Le caractère alimentaire de la créance est-il
donc le seul élément capable de justifier un accès direct,
exceptionnel et spécifique à la matière ? Bien que,
dans certains cas, la créance concernée n'ait pas ce
caractère alimentaire, son recouvrement n'en est pas moins
nécessaire pour la survie d'une petite société ou d'une
famille. Par ailleurs, le système actuel établit une
hiérarchie des créances en plaçant les alimentaires au
premier rang de telle sorte qu'il favorise leur recouvrement. Cependant toute
autre créance peut être nécessaire pour une famille ou une
société.
L'accès à l'information devrait être total
pour l'huissier de justice dans le cadre de l'exercice de sa profession.
Les organismes requis par le biais de la procédure de
requête au procureur devraient pouvoir être interrogés
directement par ces officiers ministériels.

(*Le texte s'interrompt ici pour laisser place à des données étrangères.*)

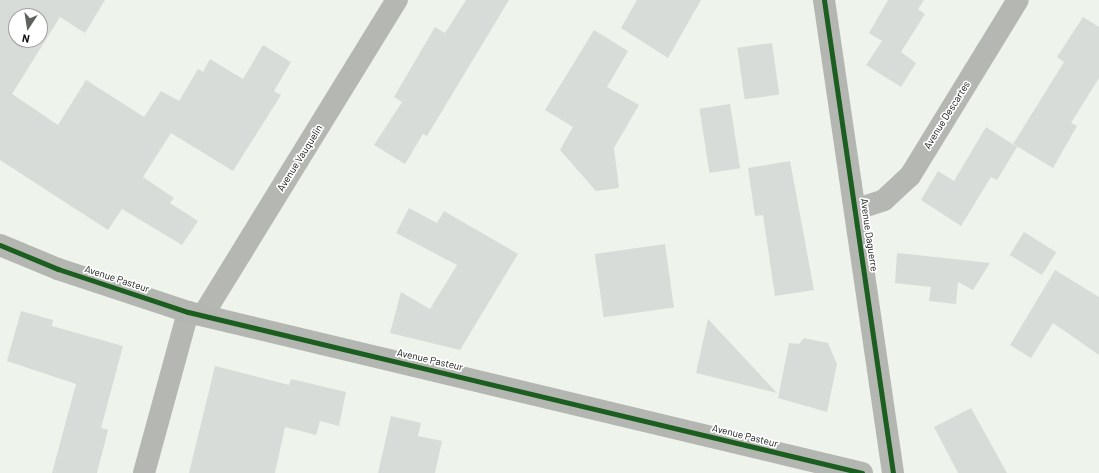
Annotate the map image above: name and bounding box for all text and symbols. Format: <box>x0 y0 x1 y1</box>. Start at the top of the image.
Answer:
north arrow <box>8 8 48 48</box>
text: N <box>21 32 31 46</box>
street label: Avenue Descartes <box>921 79 973 151</box>
street label: Avenue Vauquelin <box>275 123 325 193</box>
street label: Avenue Daguerre <box>858 198 880 272</box>
street label: Avenue Pasteur <box>83 263 151 295</box>
street label: Avenue Pasteur <box>396 347 464 373</box>
street label: Avenue Pasteur <box>711 422 779 450</box>

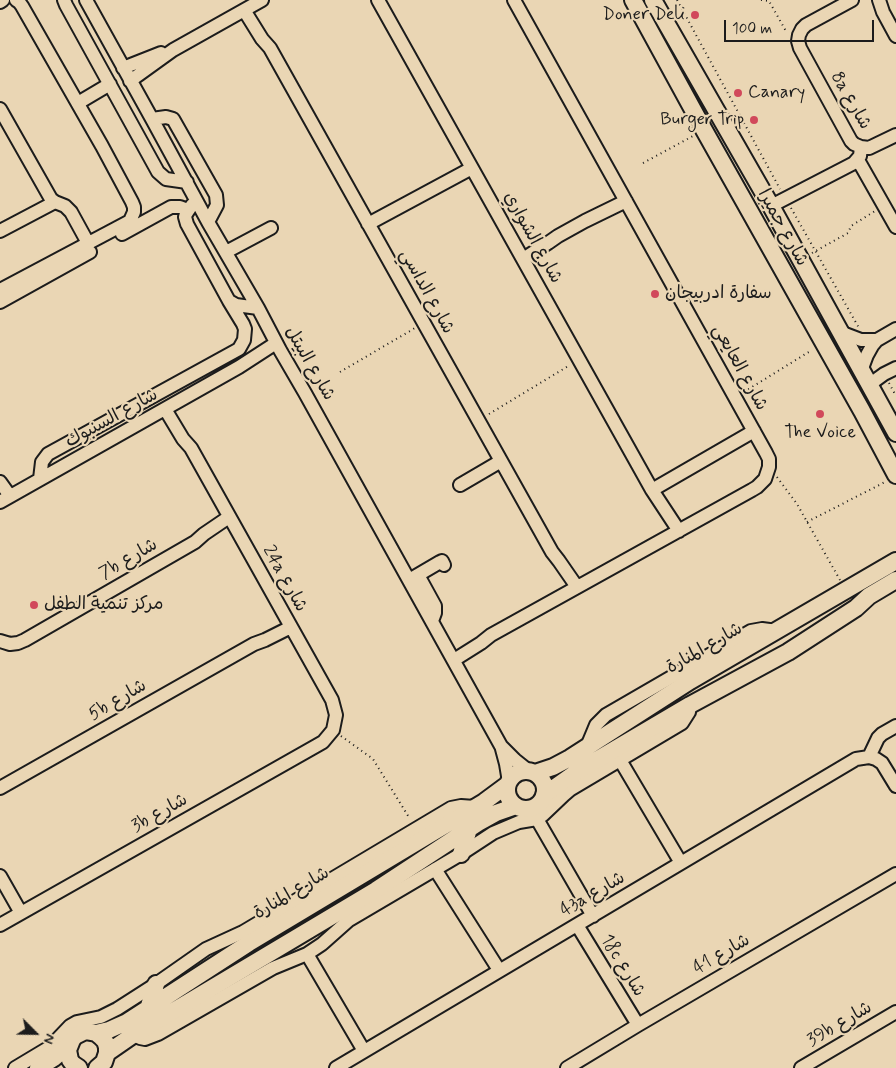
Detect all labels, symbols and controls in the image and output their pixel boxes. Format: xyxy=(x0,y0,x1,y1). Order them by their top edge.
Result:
place label: Doner Deli xyxy=(603,4,685,26)
marker: Doner Deli xyxy=(689,9,701,21)
scale bar xyxy=(726,10,876,42)
text: 100 m xyxy=(732,19,772,39)
street label: 8a شارع xyxy=(825,68,875,134)
place label: Canary xyxy=(748,82,805,104)
marker: Canary xyxy=(732,87,744,99)
place label: Burger Trip xyxy=(660,109,744,131)
marker: Burger Trip xyxy=(748,114,760,126)
street label: شارع جميرا xyxy=(752,186,812,270)
street label: شارع الشواري xyxy=(498,188,566,288)
street label: شارع الداسي xyxy=(394,246,458,338)
place label: سفارة ادربيجان xyxy=(665,283,772,305)
marker: سفارة ادربيجان xyxy=(649,288,661,300)
street label: شارع العايعي xyxy=(707,321,771,415)
street label: شارع البيتل xyxy=(279,323,339,405)
street label: شارع السنبوك xyxy=(62,385,162,453)
marker: The Voice xyxy=(814,408,826,420)
place label: The Voice xyxy=(784,422,856,444)
street label: 7b شارع xyxy=(96,535,162,585)
street label: 24a شارع xyxy=(257,542,311,616)
place label: مركز تنمية الطفل xyxy=(44,594,163,616)
marker: مركز تنمية الطفل xyxy=(28,599,40,611)
street label: شارع المنارة xyxy=(663,619,747,679)
street label: 5b شارع xyxy=(85,676,151,726)
street label: 3b شارع xyxy=(128,790,192,838)
street label: شارع المنارة xyxy=(250,863,334,925)
street label: 43a شارع xyxy=(557,868,629,922)
street label: شارع 41 xyxy=(690,930,754,980)
street label: 18c شارع xyxy=(595,931,649,1001)
street label: 39b شارع xyxy=(804,998,876,1052)
north arrow xyxy=(10,1008,60,1058)
text: N xyxy=(39,1031,59,1047)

Avec la mise en place d'un
système sécurisé d'accès aux différents
fichiers, les huissiers de justice qui le souhaitent pourraient dans cette
hypothèse obtenir directement des informations capitales pour la
poursuite de leur mission.
La CAF, la CPAM, les ASSEDIC, EDF et GDF,
organismes publics, devraient avoir l'autorisation de donner à un
huissier de justice sur présentation de sa carte professionnelle toute
information utile en leur possession. Il est légitime que le
législateur français soit réticent à ce que les
renseignements soient donnés par téléphone, mais s'ils le
sont par voie postale ou en personne, ce système devrait voir le
jour.
Par ailleurs, ce moyen déjà mis en pratique
dans certains ressorts de compétence serait donc simplement
étendu. Il est vrai qu'en pratique, certains procureurs de la
République, conscients de la lenteur avec laquelle ils répondent
à ces requêtes, n'ont pas hésité à
« autoriser » les huissiers de justice à interroger
directement les organismes concernés. Cette méthode a fait ses
preuves mais n'étant pas légale, sa réussite ne peut
être totale car seulement certains huissiers de justice peuvent en
bénéficier.
Si les procureurs de la République ont, en toute
conscience et sous leur responsabilité, autorisé certains
huissiers de justice à user de cette
« délégation » de fonctions, le
législateur devrait prendre en compte les avis des différents
protagonistes concernés pour faire évoluer la justice. Cette
pratique n'a qu'un seul but légitime, celui de faire appliquer au mieux
la justice française.
Une alternative au système précédent
existe, il suffirait de modifier légèrement la formule
exécutoire. Si la République Française mande et ordonne
également aux administrations et organismes publics de tenir la main
à tous commandants et Officiers de la Force Publique et de leur
prêter main-forte lorsqu'ils en sont légalement requis, il ne
serait plus utile de passer par le biais d'une requête au procureur de la
République. Les huissiers de justice pourraient ainsi interroger
directement les administrations et organismes publics qui au vu de leur
intégration au sein de la formule exécutoire, ne pourraient
refuser de prêter directement leur concours.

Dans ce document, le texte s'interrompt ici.